Calling C from D

Once a binding is complete, there are potential crash-inducing bugs to be on the lookout for. Incorrect linkage attributes, the wrong number of function parameters, or any given function parameter declared with the wrong size can all bring the house down when the problem function is called. These are issues on the implementation side. There are other potential problems on the user's side that can also cause crashes or unexpected behavior. That's the focus of this section.

D arrays and C arrays

The inherent difference between C arrays and D arrays is a potential source of both compile-time and runtime errors. Here, we'll see the major issues to be aware of.

Basic arrays

When a C function expects to take an array as an argument, the corresponding parameter is declared as a pointer. Take the following example:

#include <stdio.h>
void printThreeInts(int *ints) {
  int i;
  for(i=0; i<3; ++i)
    printf("%i
", ints[i]);
}

It's common practice in C to require an array length to be passed along with the array pointer in functions that have array parameters. In this case, a length parameter is omitted since the expected length of the array is in the name of the function, a practice that, while dangerous and error-prone, isn't exactly uncommon.

C programmers really have to be on their toes, but that means D programmers also have to pay close attention when interacting with C. It's so easy to get used to the safety of D's arrays and forget that calling C functions often requires extra vigilance. Any array you pass to this function must have at least three elements. What happens when you pass a shorter array depends entirely on what exists in the memory locations beyond the end of the array at the time the function is called.

There are two ways to call printThreeInts that require no copying or conversions. One is to use a cast, something that is not recommended. The other, recommended, way is to use the .ptr property common to all arrays:

extern(C) @nogc nothrow void printThreeInts(int*);
void main() {
  int[] ints = [1, 2, 3];
  printThreeInts(cast(int*)ints);
  printThreeInts(ints.ptr);
}

Knowing that a D array is a data structure that contains a length and a pointer, it may appear baffling that we can legally cast it to a pointer. Consider this:

struct IntArray {
  size_t length;
  int* ptr;
}
auto ia = IntArray(ints.length, ints.ptr);
auto pi = cast(int*)ia;

If you were to insert this at the end of main and try to compile, the compiler would rightly complain that you can't cast ia of type IntArray to int*. But that's because your IntArray type doesn't have the privileges given to built-in arrays.

When we cast our ints array to int*, the compiler is smart enough to pick up on the fact that all we really want to do is substitute ints.ptr in place of the cast.
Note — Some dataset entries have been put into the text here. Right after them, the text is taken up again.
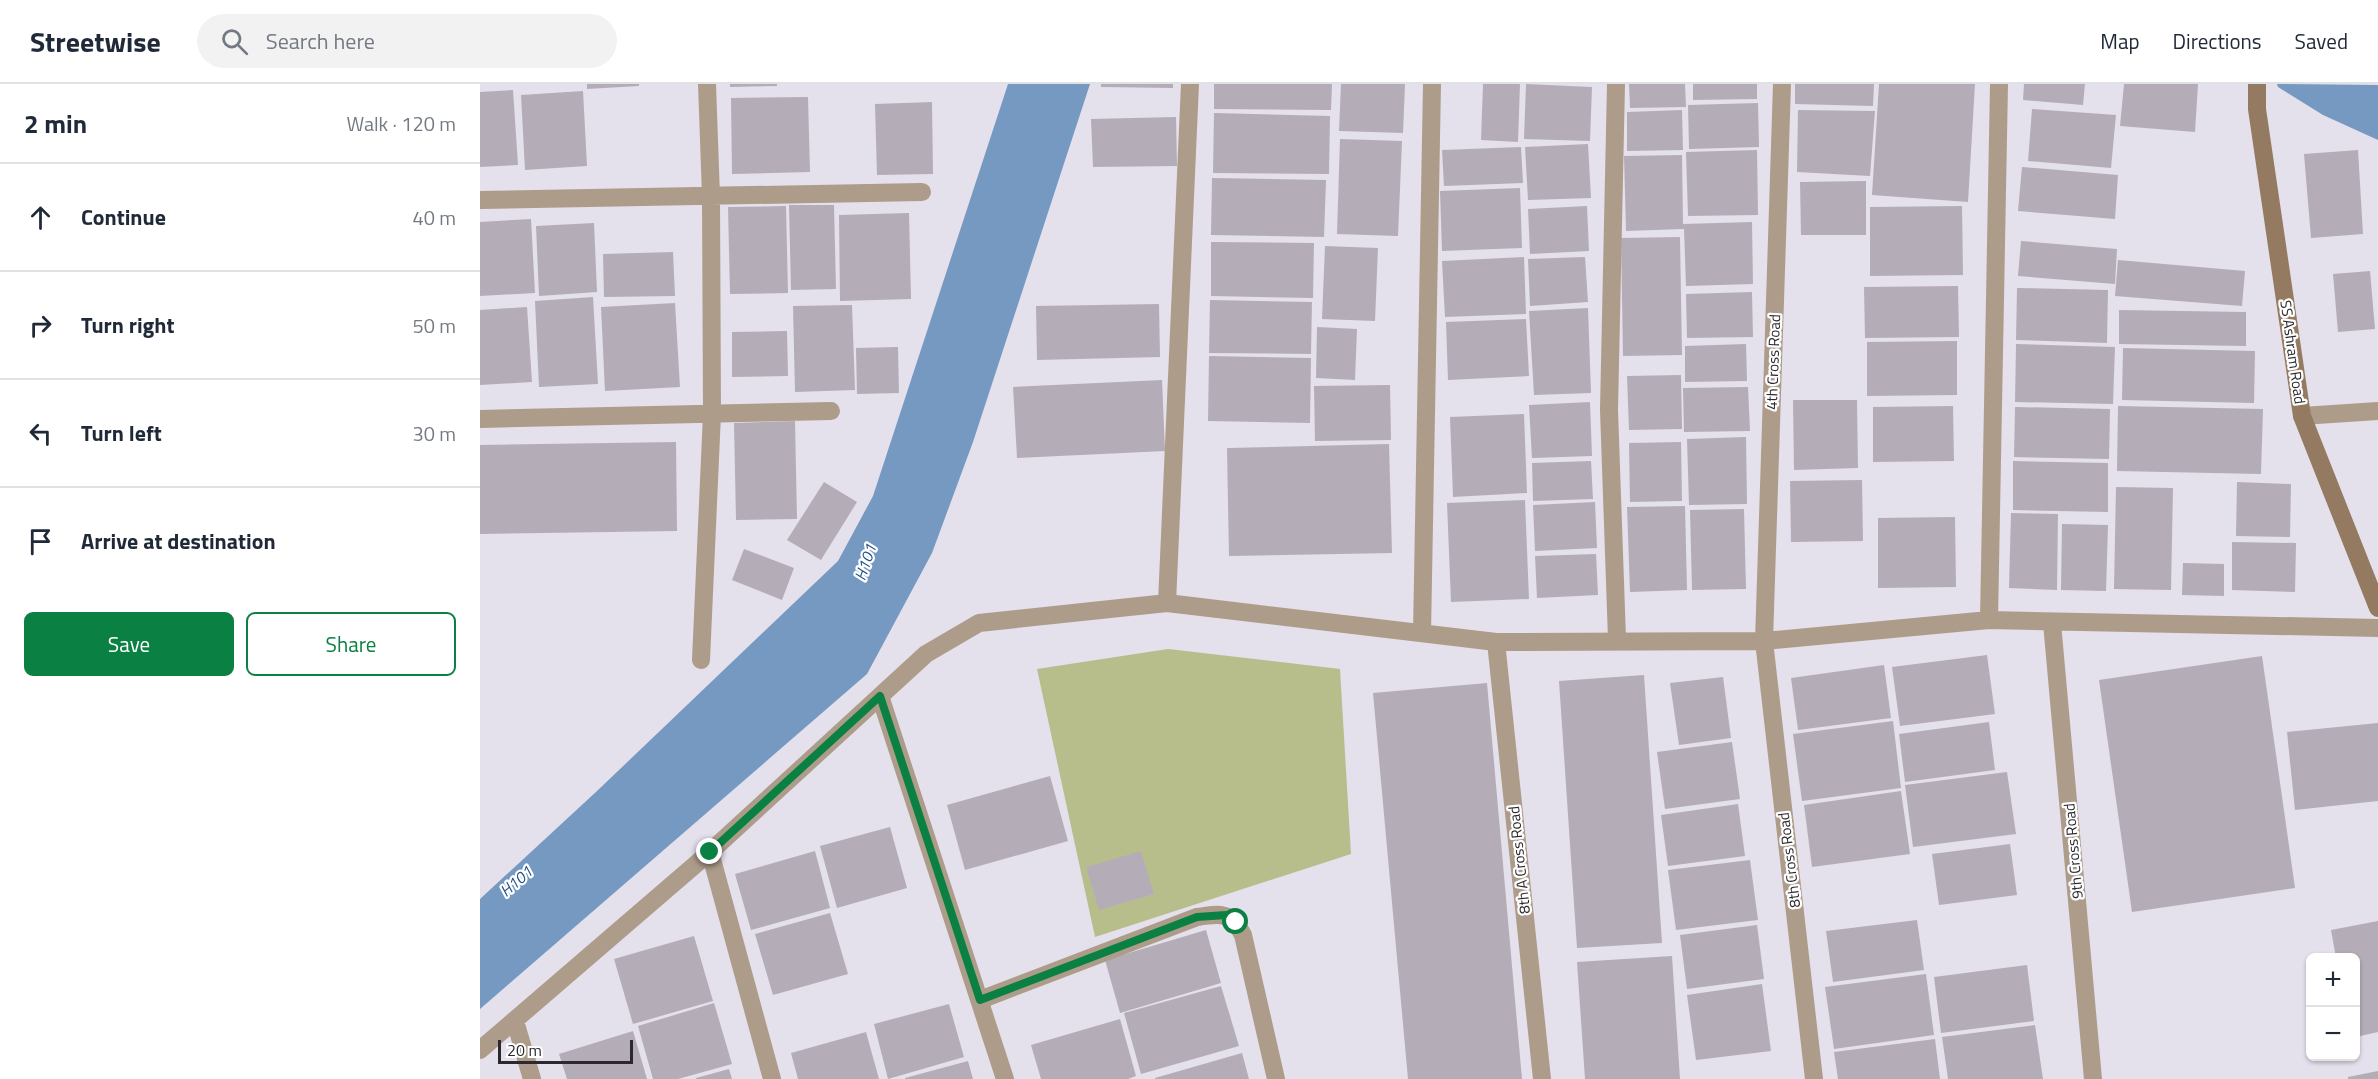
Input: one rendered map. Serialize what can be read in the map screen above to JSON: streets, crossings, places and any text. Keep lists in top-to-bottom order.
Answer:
{
  "streets": {
    "street": [
      "SS Ashram Road",
      "4th Cross Road",
      "9th Cross Road",
      "8th A Cross Road",
      "8th Cross Road"
    ]
  },
  "crossings": [
    ["4th Cross Road", "8th Cross Road"]
  ],
  "water": ["H101"],
  "scale_bar": "20 m",
  "page": {
    "header": "Streetwise",
    "search": "Search here",
    "nav": ["Map", "Directions", "Saved"],
    "heading": ["2 min", "Walk · 120 m"],
    "list": [
      ["Continue", "40 m"],
      ["Turn right", "50 m"],
      ["Turn left", "30 m"],
      "Arrive at destination"
    ],
    "buttons": ["Save", "Share"],
    "map_buttons": ["+", "−"],
    "scale": "20 m"
  }
}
That's essentially what it does. Often, new D programmers tend to use the cast, probably because that's the sort of thing they're used to in other languages, and there is some existing D code out there that does that. Veteran D programmers tend to prefer using the .ptr property directly. Not only is it fewer characters to type and makes it clear exactly what's going on, but there's no room for getting the type wrong. Using the cast, you could inadvertently do something like cast away immutable or const. Always prefer passing the .ptr.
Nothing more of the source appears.